Dataset entries START

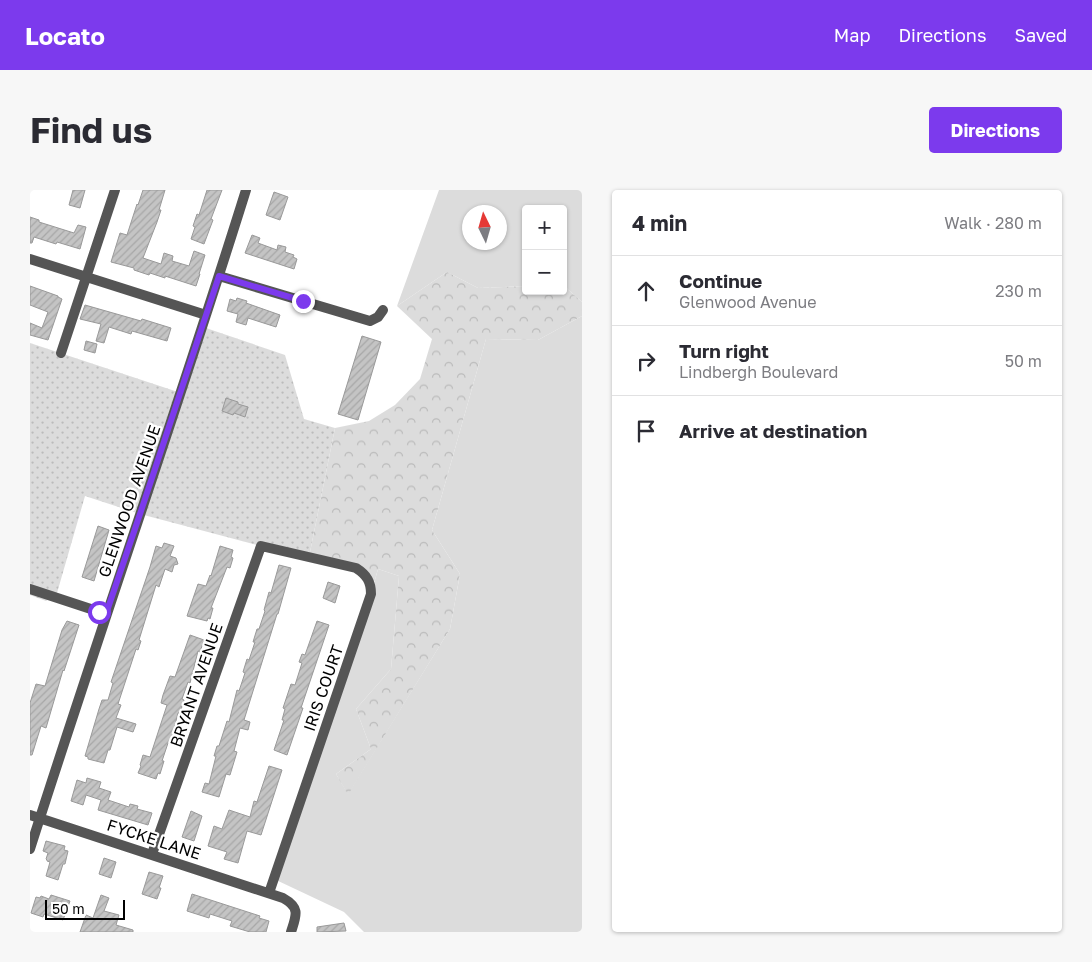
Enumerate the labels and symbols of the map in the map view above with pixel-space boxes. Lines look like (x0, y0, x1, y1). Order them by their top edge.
north arrow (462, 205, 507, 250)
route end (292, 290, 315, 313)
street label: GLENWOOD AVENUE (94, 422, 164, 580)
route start (88, 601, 111, 624)
street label: BRYANT AVENUE (165, 620, 227, 750)
street label: IRIS COURT (299, 642, 347, 734)
street label: FYCKE LANE (105, 814, 203, 864)
scale bar (45, 897, 125, 920)

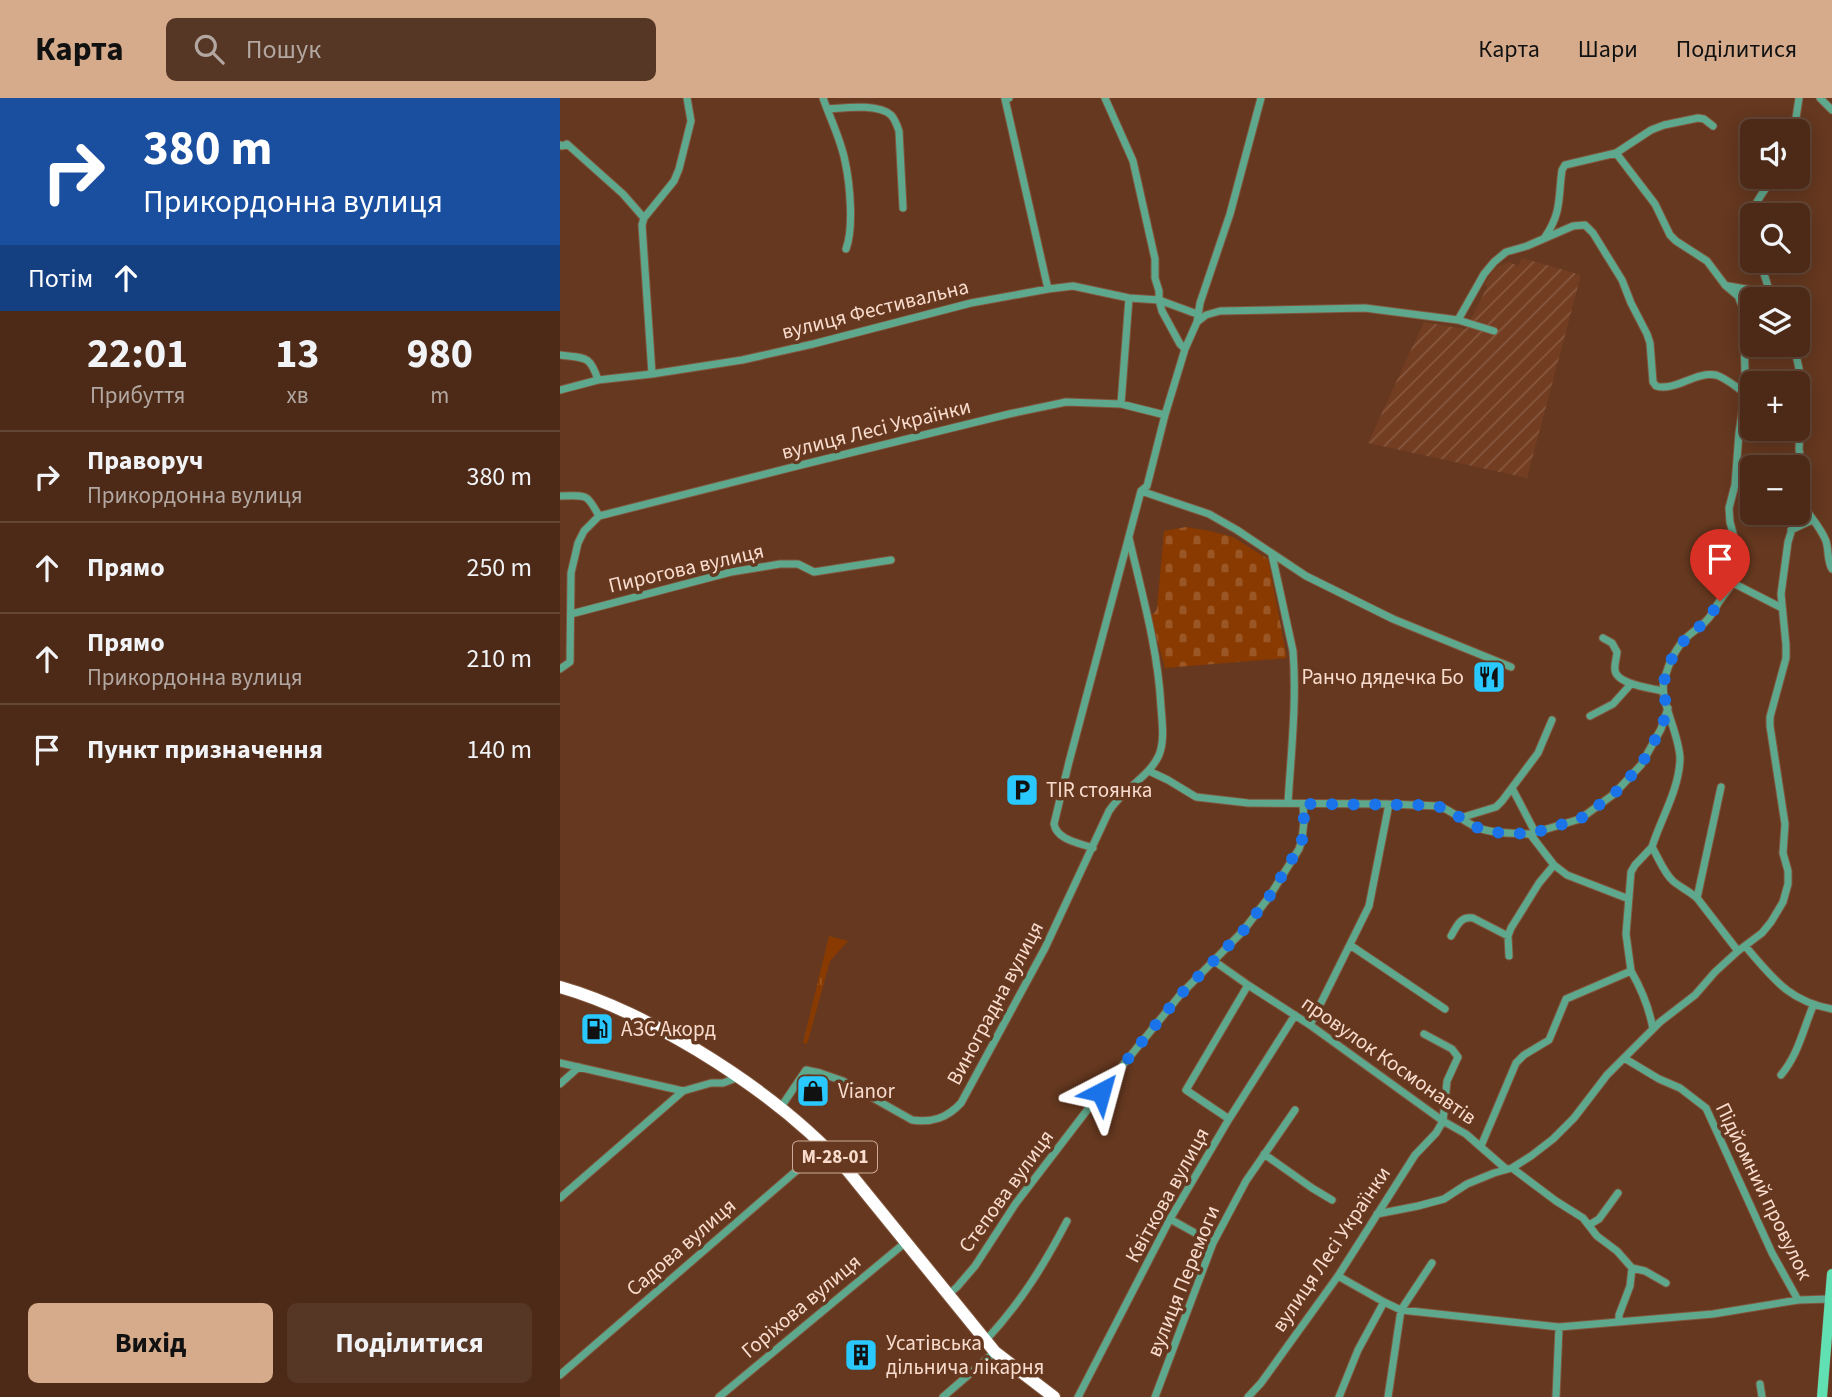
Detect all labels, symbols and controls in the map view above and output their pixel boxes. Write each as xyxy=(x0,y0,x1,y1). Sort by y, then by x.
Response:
search box xyxy=(166,18,656,81)
text: Карта xyxy=(35,26,124,73)
icon: search xyxy=(190,30,228,68)
text: Пошук xyxy=(246,31,321,68)
text: Карта xyxy=(1478,32,1540,67)
text: Шари xyxy=(1578,32,1638,67)
text: Поділитися xyxy=(1676,32,1797,67)
text: 380 m xyxy=(143,114,272,184)
map controls xyxy=(1740,119,1810,525)
button: sound xyxy=(1740,119,1810,189)
icon: right xyxy=(28,126,119,217)
text: Прикордонна вулиця xyxy=(143,179,443,225)
button: search xyxy=(1740,203,1810,273)
icon: ahead xyxy=(107,259,145,297)
text: Потім xyxy=(28,260,93,297)
street label: вулиця Фестивальна xyxy=(778,271,972,347)
button: layers xyxy=(1740,287,1810,357)
text: 22:01 xyxy=(87,324,188,384)
text: 13 xyxy=(275,324,320,384)
text: 980 xyxy=(406,324,473,384)
button: + xyxy=(1740,371,1810,441)
text: Прибуття xyxy=(90,379,185,412)
text: хв xyxy=(286,379,308,412)
text: m xyxy=(430,379,449,412)
street label: вулиця Лесі Українки xyxy=(778,391,974,467)
text: Праворуч xyxy=(87,442,203,479)
button: − xyxy=(1740,455,1810,525)
icon: right xyxy=(28,458,66,496)
text: 380 m xyxy=(466,458,532,495)
text: Прикордонна вулиця xyxy=(87,479,303,512)
pin xyxy=(1690,529,1750,601)
street label: Пирогова вулиця xyxy=(605,536,767,600)
icon: arrive xyxy=(1701,540,1739,578)
icon: ahead xyxy=(28,549,66,587)
text: Прямо xyxy=(87,549,165,586)
text: 250 m xyxy=(466,549,532,586)
text: Прямо xyxy=(87,624,165,661)
icon: ahead xyxy=(28,640,66,678)
text: 210 m xyxy=(466,640,532,677)
restaurant icon: Ранчо дядечка Бо xyxy=(1470,658,1508,696)
text: Прикордонна вулиця xyxy=(87,661,303,694)
place label: Ранчо дядечка Бо xyxy=(1301,662,1464,692)
icon: arrive xyxy=(28,731,66,769)
text: Пункт призначення xyxy=(87,731,323,768)
text: 140 m xyxy=(466,731,532,768)
parking icon: TIR стоянка xyxy=(1003,771,1041,809)
place label: TIR стоянка xyxy=(1046,775,1152,805)
street label: Виноградна вулиця xyxy=(939,916,1051,1090)
street label: провулок Космонавтів xyxy=(1295,988,1483,1132)
fuel station icon: АЗС Акорд xyxy=(578,1010,616,1048)
place label: АЗС Акорд xyxy=(621,1014,716,1044)
position arrow xyxy=(1064,1055,1138,1129)
shop icon: Vianor xyxy=(794,1072,832,1110)
place label: Vianor xyxy=(838,1076,895,1106)
street label: Підйомний провулок xyxy=(1708,1097,1820,1285)
street label: Квіткова вулиця xyxy=(1117,1122,1217,1268)
street label: Степова вулиця xyxy=(951,1123,1061,1259)
road number: М-28-01 xyxy=(793,1142,877,1172)
street label: вулиця Лесі Українки xyxy=(1264,1160,1398,1338)
street label: Садова вулиця xyxy=(620,1191,742,1303)
street label: вулиця Перемоги xyxy=(1139,1201,1227,1361)
street label: Горіхова вулиця xyxy=(735,1247,867,1365)
button: Вихід xyxy=(28,1303,273,1383)
button: Поділитися xyxy=(287,1303,532,1383)
place label: Усатівська дільнича лікарня xyxy=(886,1328,1044,1382)
building icon: Усатівська дільнича лікарня xyxy=(842,1336,880,1374)

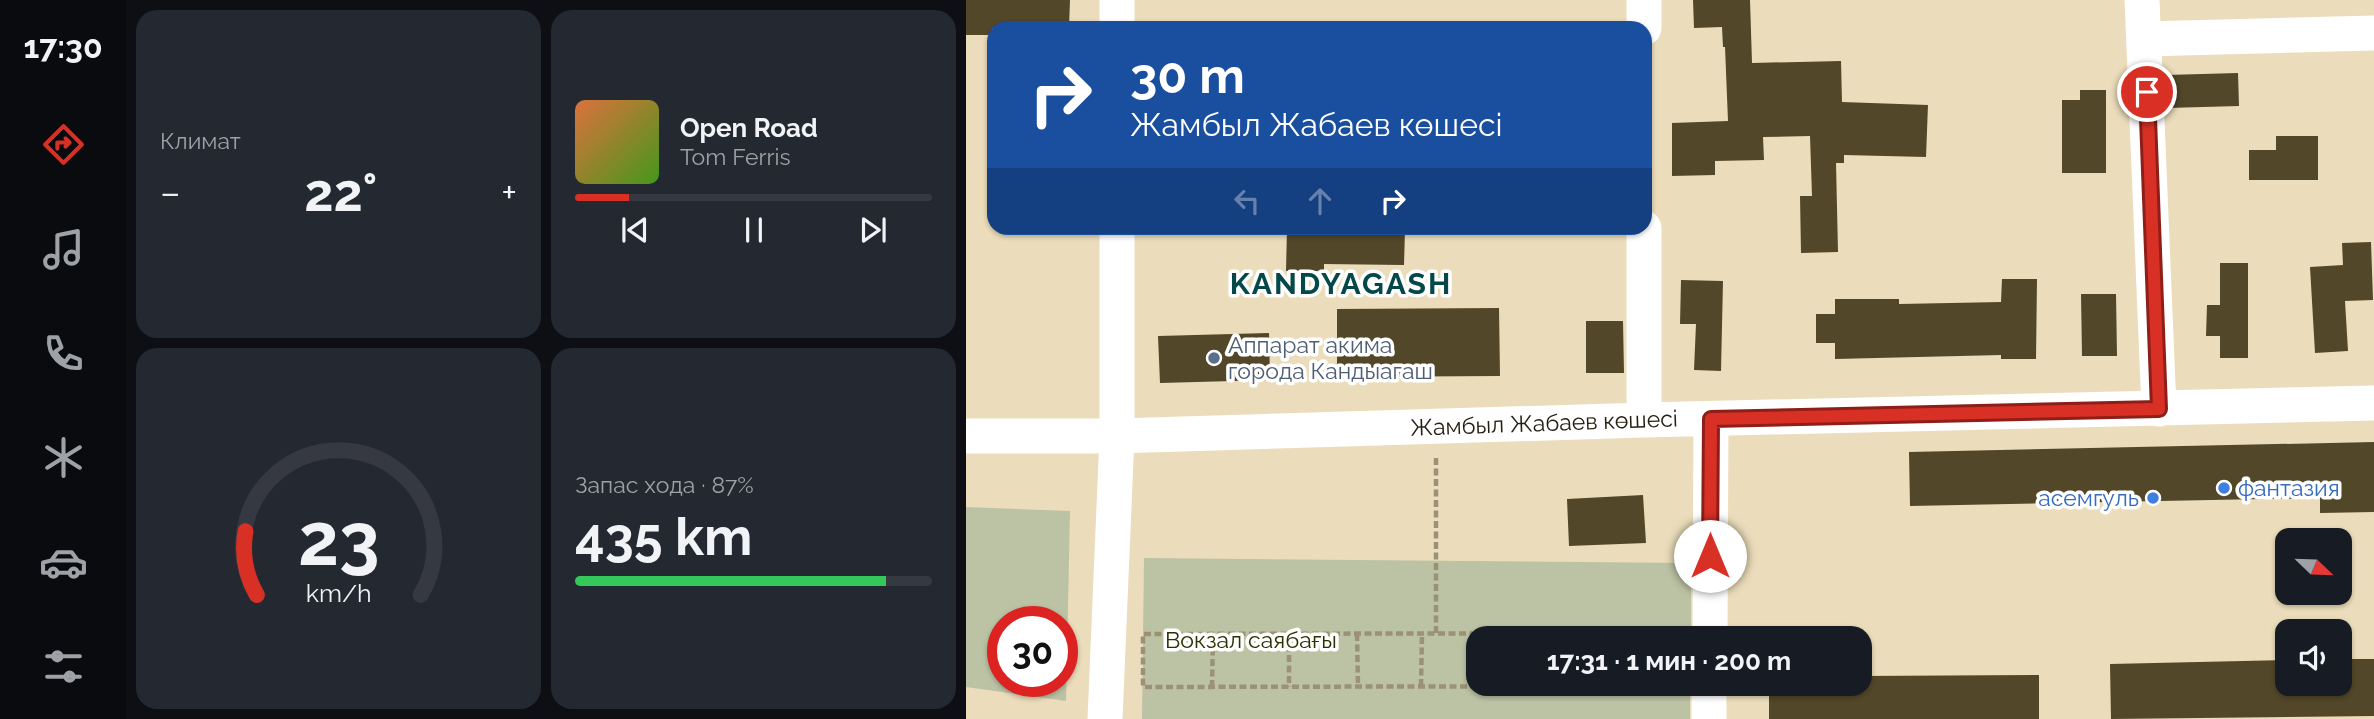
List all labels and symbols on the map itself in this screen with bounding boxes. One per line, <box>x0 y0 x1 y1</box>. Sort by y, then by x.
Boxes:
pin <box>2117 62 2177 122</box>
district label: KANDYAGASH <box>1230 266 1452 301</box>
place label: Аппарат акима города Кандыагаш <box>1228 331 1433 384</box>
marker: Аппарат акима города Кандыагаш <box>1206 350 1222 366</box>
street label: Жамбыл Жабаев көшесі <box>1410 404 1678 441</box>
place label: фантазия <box>2238 474 2340 501</box>
marker: фантазия <box>2216 480 2232 496</box>
place label: асемгуль <box>2038 484 2139 511</box>
marker: асемгуль <box>2145 490 2161 506</box>
position arrow <box>1673 519 1747 593</box>
north arrow <box>2275 528 2352 606</box>
speed limit sign: 30 <box>987 606 1078 697</box>
park label: Вокзал саябағы <box>1165 626 1337 653</box>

Dataset entries END

Could the listing above be transcribed exactly, with the pictures left out?

[Problem solution]
Enumerate the labels and symbols of the map in the map view above with pixel-space boxes. Lines look like (x0, y0, x1, y1). Order them by their top edge.
north arrow (462, 205, 507, 250)
route end (292, 290, 315, 313)
street label: GLENWOOD AVENUE (94, 422, 164, 580)
route start (88, 601, 111, 624)
street label: BRYANT AVENUE (165, 620, 227, 750)
street label: IRIS COURT (299, 642, 347, 734)
street label: FYCKE LANE (105, 814, 203, 864)
scale bar (45, 897, 125, 920)

Detect all labels, symbols and controls in the map view above and output their pixel boxes. Write each as xyxy=(x0,y0,x1,y1). Sort by y, then by x.
Response:
search box xyxy=(166,18,656,81)
text: Карта xyxy=(35,26,124,73)
icon: search xyxy=(190,30,228,68)
text: Пошук xyxy=(246,31,321,68)
text: Карта xyxy=(1478,32,1540,67)
text: Шари xyxy=(1578,32,1638,67)
text: Поділитися xyxy=(1676,32,1797,67)
text: 380 m xyxy=(143,114,272,184)
map controls xyxy=(1740,119,1810,525)
button: sound xyxy=(1740,119,1810,189)
icon: right xyxy=(28,126,119,217)
text: Прикордонна вулиця xyxy=(143,179,443,225)
button: search xyxy=(1740,203,1810,273)
icon: ahead xyxy=(107,259,145,297)
text: Потім xyxy=(28,260,93,297)
street label: вулиця Фестивальна xyxy=(778,271,972,347)
button: layers xyxy=(1740,287,1810,357)
text: 22:01 xyxy=(87,324,188,384)
text: 13 xyxy=(275,324,320,384)
text: 980 xyxy=(406,324,473,384)
button: + xyxy=(1740,371,1810,441)
text: Прибуття xyxy=(90,379,185,412)
text: хв xyxy=(286,379,308,412)
text: m xyxy=(430,379,449,412)
street label: вулиця Лесі Українки xyxy=(778,391,974,467)
text: Праворуч xyxy=(87,442,203,479)
button: − xyxy=(1740,455,1810,525)
icon: right xyxy=(28,458,66,496)
text: 380 m xyxy=(466,458,532,495)
text: Прикордонна вулиця xyxy=(87,479,303,512)
pin xyxy=(1690,529,1750,601)
street label: Пирогова вулиця xyxy=(605,536,767,600)
icon: arrive xyxy=(1701,540,1739,578)
icon: ahead xyxy=(28,549,66,587)
text: Прямо xyxy=(87,549,165,586)
text: 250 m xyxy=(466,549,532,586)
text: Прямо xyxy=(87,624,165,661)
icon: ahead xyxy=(28,640,66,678)
text: 210 m xyxy=(466,640,532,677)
restaurant icon: Ранчо дядечка Бо xyxy=(1470,658,1508,696)
text: Прикордонна вулиця xyxy=(87,661,303,694)
place label: Ранчо дядечка Бо xyxy=(1301,662,1464,692)
icon: arrive xyxy=(28,731,66,769)
text: Пункт призначення xyxy=(87,731,323,768)
text: 140 m xyxy=(466,731,532,768)
parking icon: TIR стоянка xyxy=(1003,771,1041,809)
place label: TIR стоянка xyxy=(1046,775,1152,805)
street label: Виноградна вулиця xyxy=(939,916,1051,1090)
street label: провулок Космонавтів xyxy=(1295,988,1483,1132)
fuel station icon: АЗС Акорд xyxy=(578,1010,616,1048)
place label: АЗС Акорд xyxy=(621,1014,716,1044)
position arrow xyxy=(1064,1055,1138,1129)
shop icon: Vianor xyxy=(794,1072,832,1110)
place label: Vianor xyxy=(838,1076,895,1106)
street label: Підйомний провулок xyxy=(1708,1097,1820,1285)
street label: Квіткова вулиця xyxy=(1117,1122,1217,1268)
street label: Степова вулиця xyxy=(951,1123,1061,1259)
road number: М-28-01 xyxy=(793,1142,877,1172)
street label: вулиця Лесі Українки xyxy=(1264,1160,1398,1338)
street label: Садова вулиця xyxy=(620,1191,742,1303)
street label: вулиця Перемоги xyxy=(1139,1201,1227,1361)
street label: Горіхова вулиця xyxy=(735,1247,867,1365)
button: Вихід xyxy=(28,1303,273,1383)
button: Поділитися xyxy=(287,1303,532,1383)
place label: Усатівська дільнича лікарня xyxy=(886,1328,1044,1382)
building icon: Усатівська дільнича лікарня xyxy=(842,1336,880,1374)

List all labels and symbols on the map itself in this screen with bounding boxes. One per line, <box>x0 y0 x1 y1</box>. Sort by y, then by x.
Boxes:
pin <box>2117 62 2177 122</box>
district label: KANDYAGASH <box>1230 266 1452 301</box>
place label: Аппарат акима города Кандыагаш <box>1228 331 1433 384</box>
marker: Аппарат акима города Кандыагаш <box>1206 350 1222 366</box>
street label: Жамбыл Жабаев көшесі <box>1410 404 1678 441</box>
place label: фантазия <box>2238 474 2340 501</box>
marker: фантазия <box>2216 480 2232 496</box>
place label: асемгуль <box>2038 484 2139 511</box>
marker: асемгуль <box>2145 490 2161 506</box>
position arrow <box>1673 519 1747 593</box>
north arrow <box>2275 528 2352 606</box>
speed limit sign: 30 <box>987 606 1078 697</box>
park label: Вокзал саябағы <box>1165 626 1337 653</box>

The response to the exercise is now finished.